Nel caso della Ferrari Luce, il cambiamento è stato radicale su più fronti contemporaneamente: la forma, il propulsore, il sound (o meglio, la sua assenza), e persino il processo creativo. E tuttavia Giugiaro non si scandalizza: "La Ferrari può permettersi qualsiasi cosa. Può discutere, ma non deve vergognarsi di aver avuto questo coraggio." Una difesa d'ufficio? No. Una lettura lucida del sistema dei brand nel 2025, firmata da chi quel sistema lo ha contribuito a costruire.
C'è una domanda che aleggia su tutta la discussione attorno alla Ferrari Luce, una domanda che prima o poi tutti si pongono: cosa avrebbe detto Enzo Ferrari di questo progetto? Giugiaro risponde con rispetto ma senza ambiguità: "Certamente lui è un uomo che queste cose non avrebbe neanche pensate, perché nasce con questa forza di voler fare prodotti di grande interesse tecnologico, tecnico, prestazionale." Il Drake era un visionario, ma la sua visione era orientata in una direzione precisa: la velocità, il rumore, la potenza, la gara. La Luce è l'opposto perfetto di quella visione.
Eppure, e qui sta la vera complessità del discorso, anche la Luce è figlia di una visione tecnologica potente. Non è la visione di Enzo Ferrari, è la visione di Benedetto Vigna — il fisico, l'ex CEO di STMicroelectronics, l'uomo che ha portato in Ferrari una cultura ingegneristica diversa, più vicina al mondo dei semiconduttori e dell'elettronica di consumo che a quella dei motori endotermici. È una Ferrari che riflette il suo tempo, che si interroga su cosa significa essere il brand automobilistico più desiderato al mondo in un'epoca in cui l'elettrico avanza e i clienti cambiano.

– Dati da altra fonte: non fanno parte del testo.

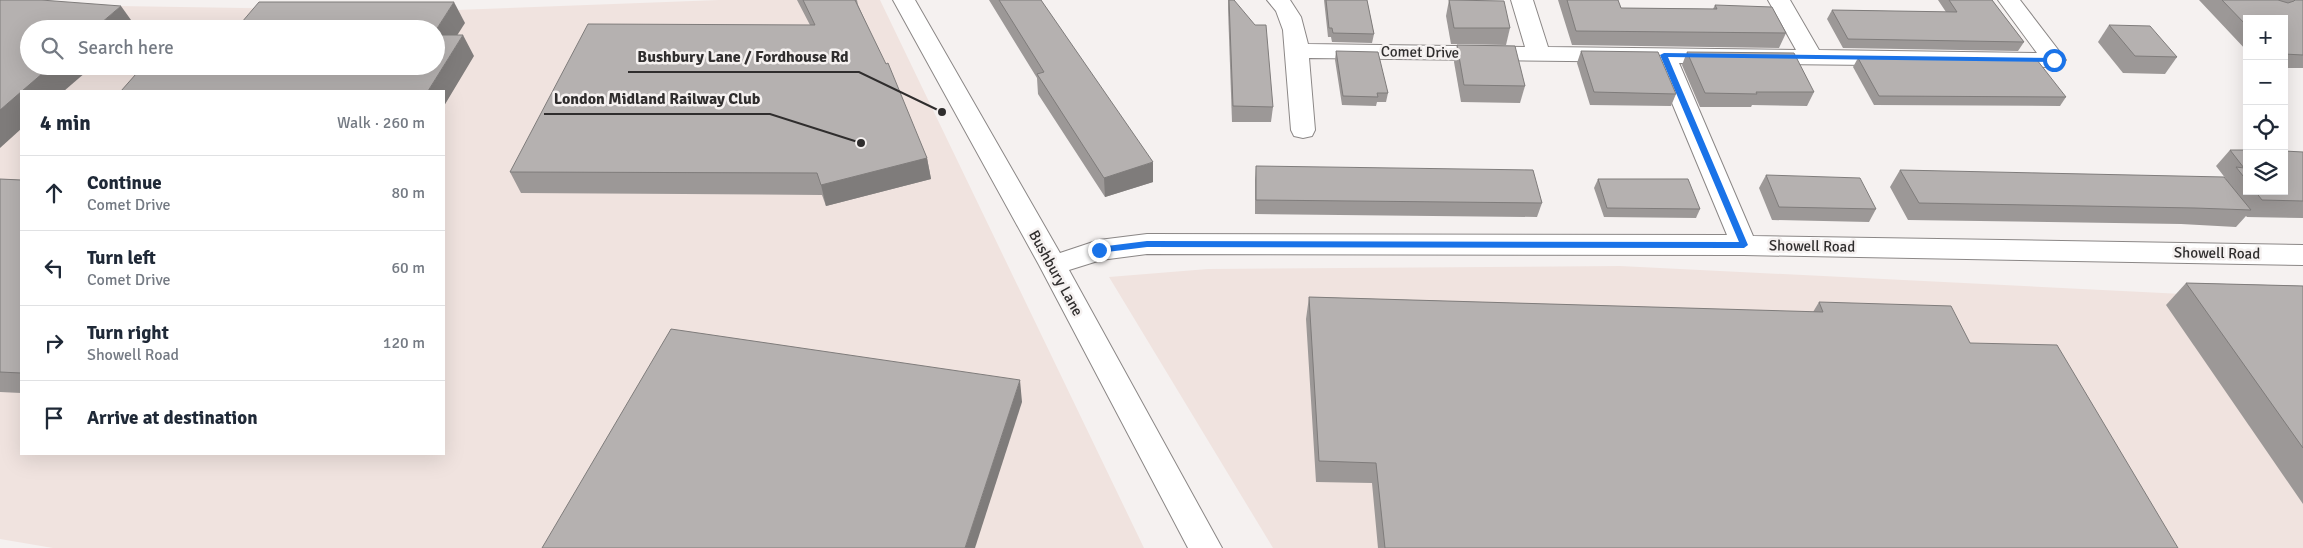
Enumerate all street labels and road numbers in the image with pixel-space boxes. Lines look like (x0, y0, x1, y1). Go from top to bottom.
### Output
street label: Comet Drive (1381, 42, 1459, 62)
street label: Bushbury Lane (1025, 227, 1087, 319)
street label: Showell Road (1769, 236, 1855, 256)
street label: Showell Road (2174, 243, 2260, 263)

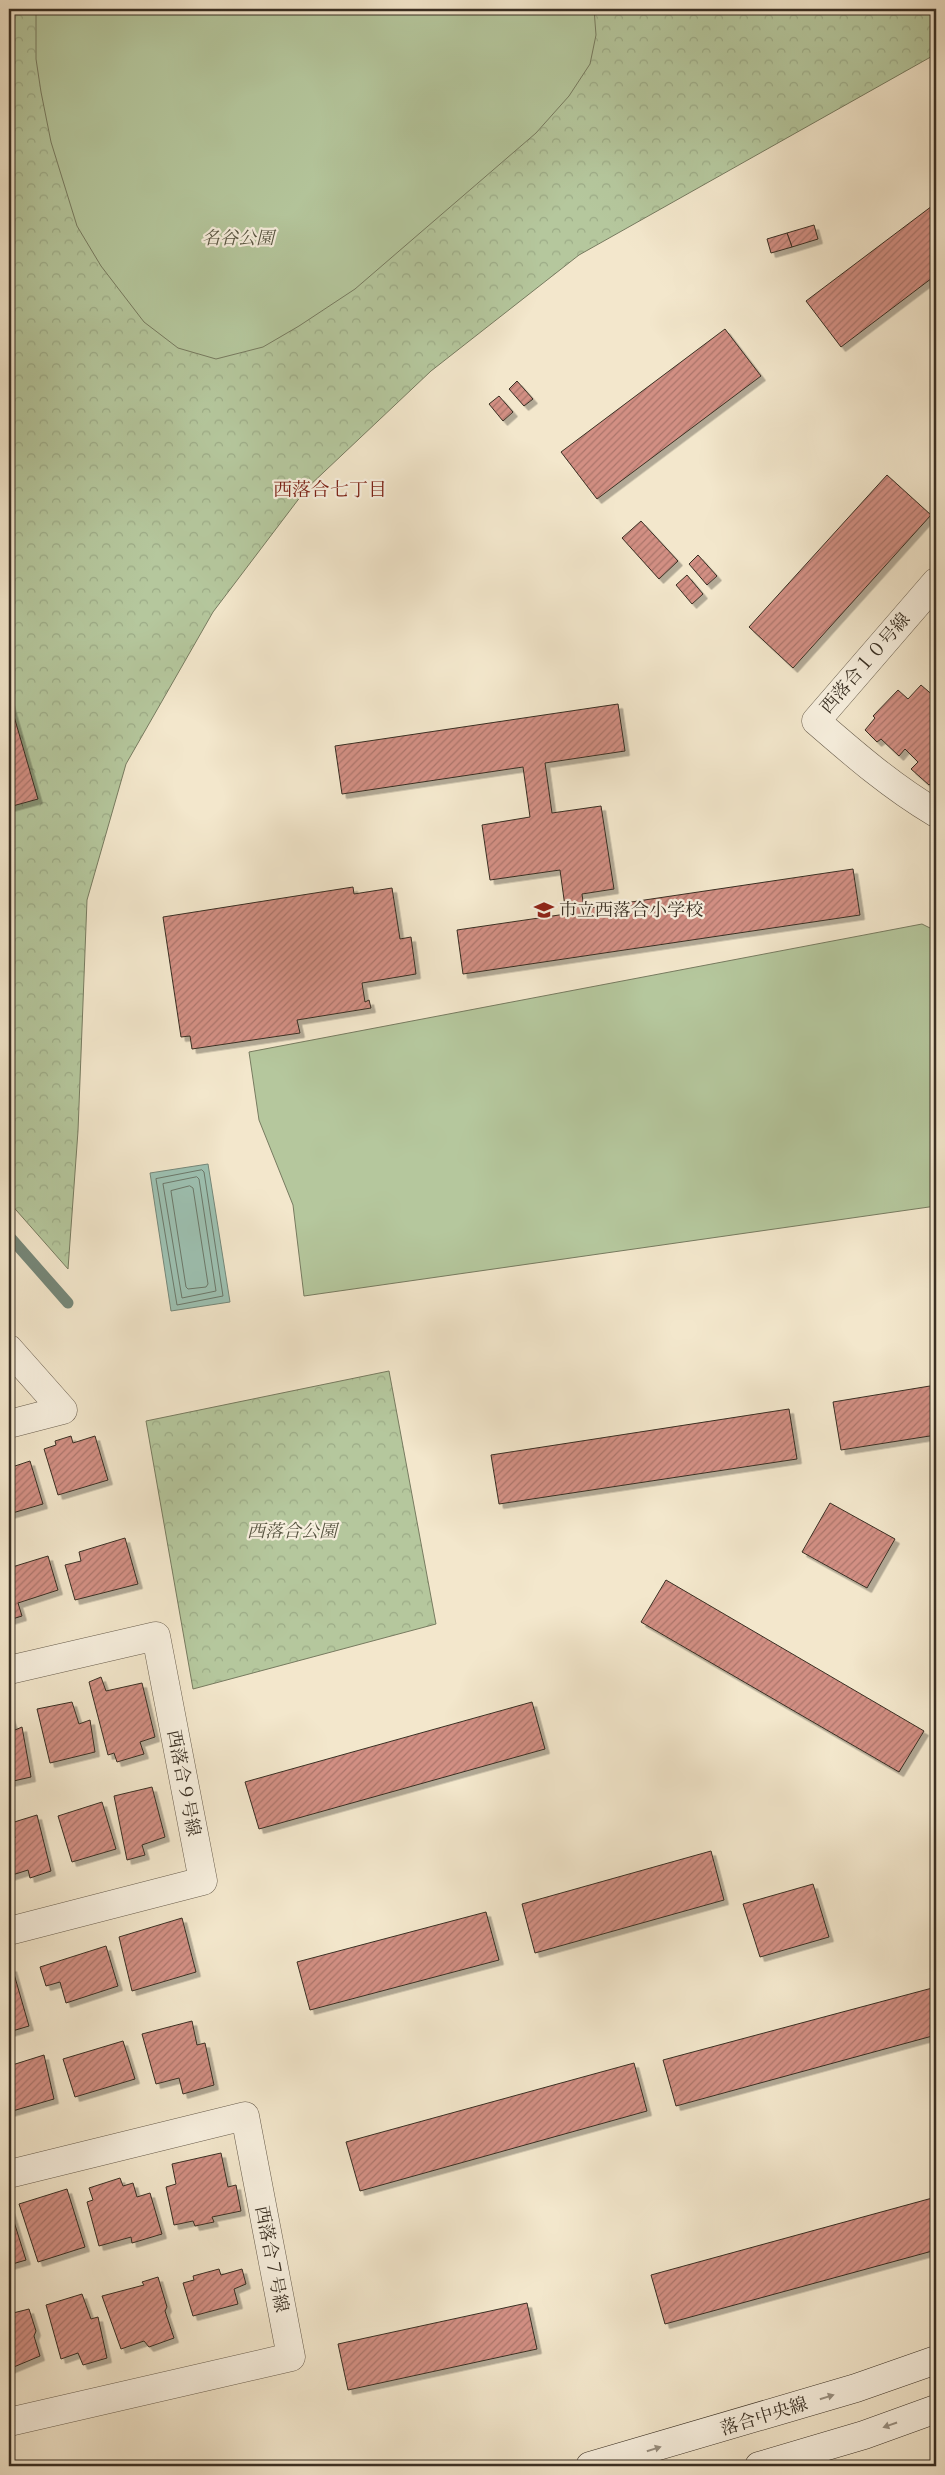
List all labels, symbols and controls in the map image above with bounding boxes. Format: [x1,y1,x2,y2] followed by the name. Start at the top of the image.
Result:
[202,226,277,250] park label: 名谷公園
[273,477,387,503] district label: 西落合七丁目
[815,608,915,718] street label: 西落合１０号線
[559,898,703,922] place label: 市立西落合小学校
[533,899,555,921] school or university icon: 市立西落合小学校
[247,1519,340,1543] park label: 西落合公園
[162,1728,206,1838] street label: 西落合９号線
[250,2204,294,2314] street label: 西落合７号線
[717,2391,811,2441] street label: 落合中央線
[819,2392,834,2400] one-way arrow
[883,2422,898,2430] one-way arrow
[647,2444,662,2452] one-way arrow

La scelta di affidare il design a Love From — e non al centro stile interno guidato da Flavio Manzoni — è in questo senso strategicamente comprensibile. Ferrari voleva creare un oggetto completamente diverso, che non portasse le impronte digitali della Ferrari tradizionale. Voleva una tabula rasa creativa, un prodotto che potesse essere valutato senza il peso dell'eredità. Giugiaro capisce questa logica: "Han deciso di affidare a un'altra persona completamente lo sviluppo di questa macchina. Mi sembra anche coerente da un punto di vista di idea di sviluppo."
E il futuro? Giugiaro chiude con una delle sue immagini più potenti: "Noi siamo partiti dal cavallo. Poi la carrozza, il motore a scoppio e via discorrendo. Ora siamo arrivati a Mazinga." È un percorso evolutivo che non si può arrestare, che non rispetta le nostalgie e che non chiede il permesso agli appassionati. La Ferrari Luce, con tutte le sue imperfezioni formali e tutto il suo coraggio strategico, è semplicemente il prossimo passo di questo percorso.